In a large heavy-bottomed saucepan, combine the remaining cold water, sugar, and corn syrup. Cook over medium-high heat, stirring constantly until the sugar has fully dissolved. Once dissolved, stop stirring and let the syrup continue boiling until it reaches 252°F on a candy thermometer.
Remove the pan from the heat and let the syrup cool just until it reaches 212°F.
With the mixer on low speed, carefully pour the hot syrup into the bloomed gelatin. Mix on low for about 30 seconds until combined, then increase the mixer speed to high. Beat on high for 11–13 minutes, until the mixture is thick, glossy, and nearly tripled in volume.
Add the vanilla extract and mix for another 10 seconds to incorporate.
Lightly spray a spatula with nonstick cooking spray. Pour the marshmallow mixture into the prepared pan and smooth the top evenly.
Pour the warmed caramel over the marshmallow mixture.

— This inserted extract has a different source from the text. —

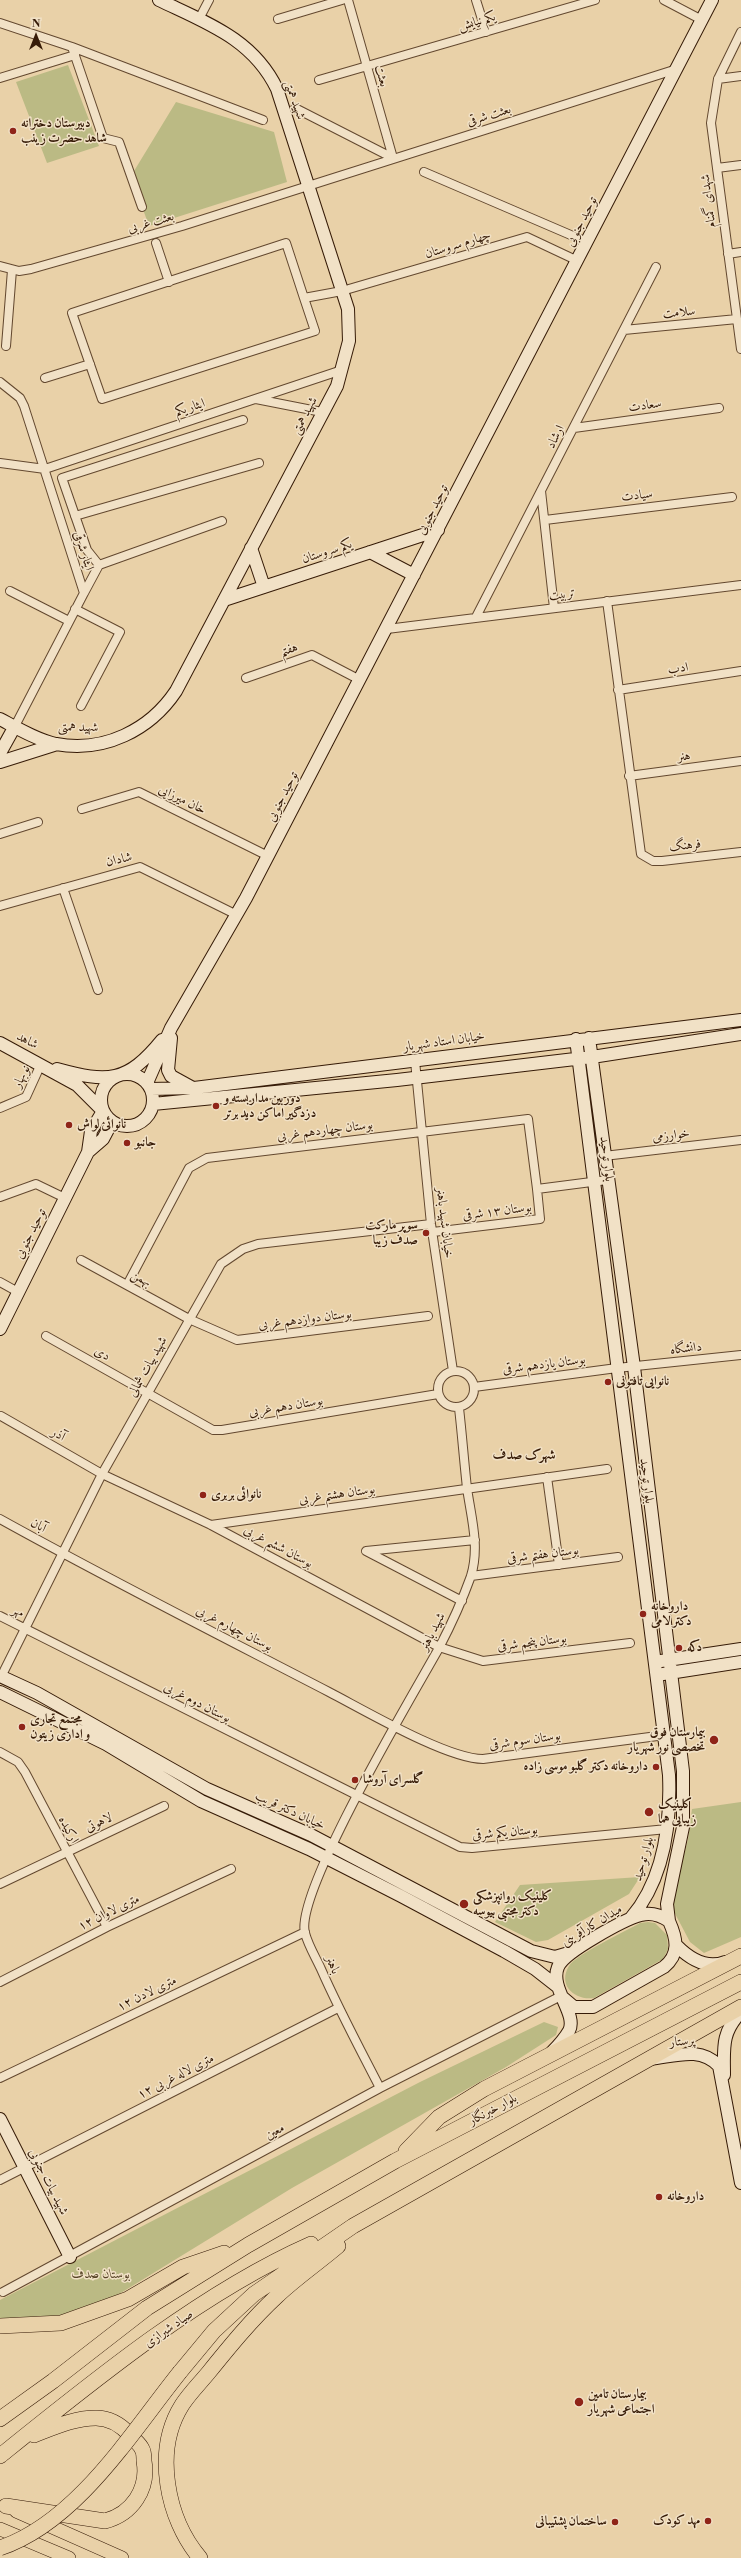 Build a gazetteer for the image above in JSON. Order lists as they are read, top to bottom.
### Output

Use a knife or offset spatula to create large, visible swirls without overmixing.
Sprinkle flaky salt evenly over the top.
Let the marshmallows sit at room temperature, uncovered, for at least 4 hours or overnight, until fully set and firm to the touch.
When the marshmallows are ready, mix the confectioners' sugar with the cornstarch in a small bowl.
Dust a pizza cutter with the mixture before cutting, and dredge each cut side of the marshmallows in the mixture to prevent sticking.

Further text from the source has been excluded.